[Dataset items]

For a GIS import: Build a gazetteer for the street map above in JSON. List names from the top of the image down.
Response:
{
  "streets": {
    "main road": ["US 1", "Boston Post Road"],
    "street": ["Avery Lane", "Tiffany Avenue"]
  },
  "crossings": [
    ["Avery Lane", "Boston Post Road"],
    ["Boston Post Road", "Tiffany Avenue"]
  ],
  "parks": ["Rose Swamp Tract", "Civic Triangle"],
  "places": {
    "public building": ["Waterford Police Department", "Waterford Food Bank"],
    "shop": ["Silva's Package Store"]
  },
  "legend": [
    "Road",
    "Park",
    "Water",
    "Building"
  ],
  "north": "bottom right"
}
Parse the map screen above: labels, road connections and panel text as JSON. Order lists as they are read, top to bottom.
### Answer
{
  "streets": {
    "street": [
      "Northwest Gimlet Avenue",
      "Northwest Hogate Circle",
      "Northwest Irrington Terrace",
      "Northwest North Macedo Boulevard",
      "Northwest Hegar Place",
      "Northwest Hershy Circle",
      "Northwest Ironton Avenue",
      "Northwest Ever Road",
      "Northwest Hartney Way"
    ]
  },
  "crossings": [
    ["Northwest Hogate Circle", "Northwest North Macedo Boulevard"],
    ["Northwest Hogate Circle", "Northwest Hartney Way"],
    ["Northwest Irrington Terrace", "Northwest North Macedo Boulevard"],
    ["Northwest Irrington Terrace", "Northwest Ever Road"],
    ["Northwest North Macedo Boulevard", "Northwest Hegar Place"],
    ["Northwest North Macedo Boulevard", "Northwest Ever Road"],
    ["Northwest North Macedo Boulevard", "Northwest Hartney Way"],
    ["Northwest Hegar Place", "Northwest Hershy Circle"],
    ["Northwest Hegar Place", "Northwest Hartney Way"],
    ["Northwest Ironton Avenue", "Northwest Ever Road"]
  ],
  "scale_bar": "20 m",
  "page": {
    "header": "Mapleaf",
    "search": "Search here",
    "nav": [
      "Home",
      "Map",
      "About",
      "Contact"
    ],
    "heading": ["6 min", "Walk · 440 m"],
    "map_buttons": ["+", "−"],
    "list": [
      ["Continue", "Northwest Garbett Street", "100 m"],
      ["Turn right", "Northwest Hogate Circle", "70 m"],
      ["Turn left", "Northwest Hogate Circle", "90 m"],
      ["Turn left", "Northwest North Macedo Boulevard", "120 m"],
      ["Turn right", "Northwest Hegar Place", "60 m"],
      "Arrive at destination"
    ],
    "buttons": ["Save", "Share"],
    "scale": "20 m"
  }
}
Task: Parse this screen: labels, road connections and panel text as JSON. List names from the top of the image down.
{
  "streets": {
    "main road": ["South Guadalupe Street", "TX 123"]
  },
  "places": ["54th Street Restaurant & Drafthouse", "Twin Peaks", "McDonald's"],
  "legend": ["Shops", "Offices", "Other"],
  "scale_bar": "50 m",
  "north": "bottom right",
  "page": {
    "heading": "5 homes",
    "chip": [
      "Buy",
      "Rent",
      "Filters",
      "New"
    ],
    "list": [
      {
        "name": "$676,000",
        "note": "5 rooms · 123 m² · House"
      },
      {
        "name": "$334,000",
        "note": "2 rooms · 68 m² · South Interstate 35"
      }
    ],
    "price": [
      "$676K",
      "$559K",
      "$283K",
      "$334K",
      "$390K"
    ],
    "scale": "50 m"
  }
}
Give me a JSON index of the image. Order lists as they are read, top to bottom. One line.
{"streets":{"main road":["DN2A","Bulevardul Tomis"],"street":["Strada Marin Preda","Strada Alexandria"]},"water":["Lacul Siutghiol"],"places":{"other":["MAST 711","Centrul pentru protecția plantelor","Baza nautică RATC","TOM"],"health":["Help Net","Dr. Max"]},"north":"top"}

* [TASK STATEMENT]
Please set down all of the records exactly.

* [SOLUTION TO THIS EXERCISE]
For a GIS import: Build a gazetteer for the street map above in JSON. List names from the top of the image down.
Response:
{
  "streets": {
    "main road": ["US 1", "Boston Post Road"],
    "street": ["Avery Lane", "Tiffany Avenue"]
  },
  "crossings": [
    ["Avery Lane", "Boston Post Road"],
    ["Boston Post Road", "Tiffany Avenue"]
  ],
  "parks": ["Rose Swamp Tract", "Civic Triangle"],
  "places": {
    "public building": ["Waterford Police Department", "Waterford Food Bank"],
    "shop": ["Silva's Package Store"]
  },
  "legend": [
    "Road",
    "Park",
    "Water",
    "Building"
  ],
  "north": "bottom right"
}
Parse the map screen above: labels, road connections and panel text as JSON. Order lists as they are read, top to bottom.
### Answer
{
  "streets": {
    "street": [
      "Northwest Gimlet Avenue",
      "Northwest Hogate Circle",
      "Northwest Irrington Terrace",
      "Northwest North Macedo Boulevard",
      "Northwest Hegar Place",
      "Northwest Hershy Circle",
      "Northwest Ironton Avenue",
      "Northwest Ever Road",
      "Northwest Hartney Way"
    ]
  },
  "crossings": [
    ["Northwest Hogate Circle", "Northwest North Macedo Boulevard"],
    ["Northwest Hogate Circle", "Northwest Hartney Way"],
    ["Northwest Irrington Terrace", "Northwest North Macedo Boulevard"],
    ["Northwest Irrington Terrace", "Northwest Ever Road"],
    ["Northwest North Macedo Boulevard", "Northwest Hegar Place"],
    ["Northwest North Macedo Boulevard", "Northwest Ever Road"],
    ["Northwest North Macedo Boulevard", "Northwest Hartney Way"],
    ["Northwest Hegar Place", "Northwest Hershy Circle"],
    ["Northwest Hegar Place", "Northwest Hartney Way"],
    ["Northwest Ironton Avenue", "Northwest Ever Road"]
  ],
  "scale_bar": "20 m",
  "page": {
    "header": "Mapleaf",
    "search": "Search here",
    "nav": [
      "Home",
      "Map",
      "About",
      "Contact"
    ],
    "heading": ["6 min", "Walk · 440 m"],
    "map_buttons": ["+", "−"],
    "list": [
      ["Continue", "Northwest Garbett Street", "100 m"],
      ["Turn right", "Northwest Hogate Circle", "70 m"],
      ["Turn left", "Northwest Hogate Circle", "90 m"],
      ["Turn left", "Northwest North Macedo Boulevard", "120 m"],
      ["Turn right", "Northwest Hegar Place", "60 m"],
      "Arrive at destination"
    ],
    "buttons": ["Save", "Share"],
    "scale": "20 m"
  }
}
Task: Parse this screen: labels, road connections and panel text as JSON. List names from the top of the image down.
{
  "streets": {
    "main road": ["South Guadalupe Street", "TX 123"]
  },
  "places": ["54th Street Restaurant & Drafthouse", "Twin Peaks", "McDonald's"],
  "legend": ["Shops", "Offices", "Other"],
  "scale_bar": "50 m",
  "north": "bottom right",
  "page": {
    "heading": "5 homes",
    "chip": [
      "Buy",
      "Rent",
      "Filters",
      "New"
    ],
    "list": [
      {
        "name": "$676,000",
        "note": "5 rooms · 123 m² · House"
      },
      {
        "name": "$334,000",
        "note": "2 rooms · 68 m² · South Interstate 35"
      }
    ],
    "price": [
      "$676K",
      "$559K",
      "$283K",
      "$334K",
      "$390K"
    ],
    "scale": "50 m"
  }
}
Give me a JSON index of the image. Order lists as they are read, top to bottom. One line.
{"streets":{"main road":["DN2A","Bulevardul Tomis"],"street":["Strada Marin Preda","Strada Alexandria"]},"water":["Lacul Siutghiol"],"places":{"other":["MAST 711","Centrul pentru protecția plantelor","Baza nautică RATC","TOM"],"health":["Help Net","Dr. Max"]},"north":"top"}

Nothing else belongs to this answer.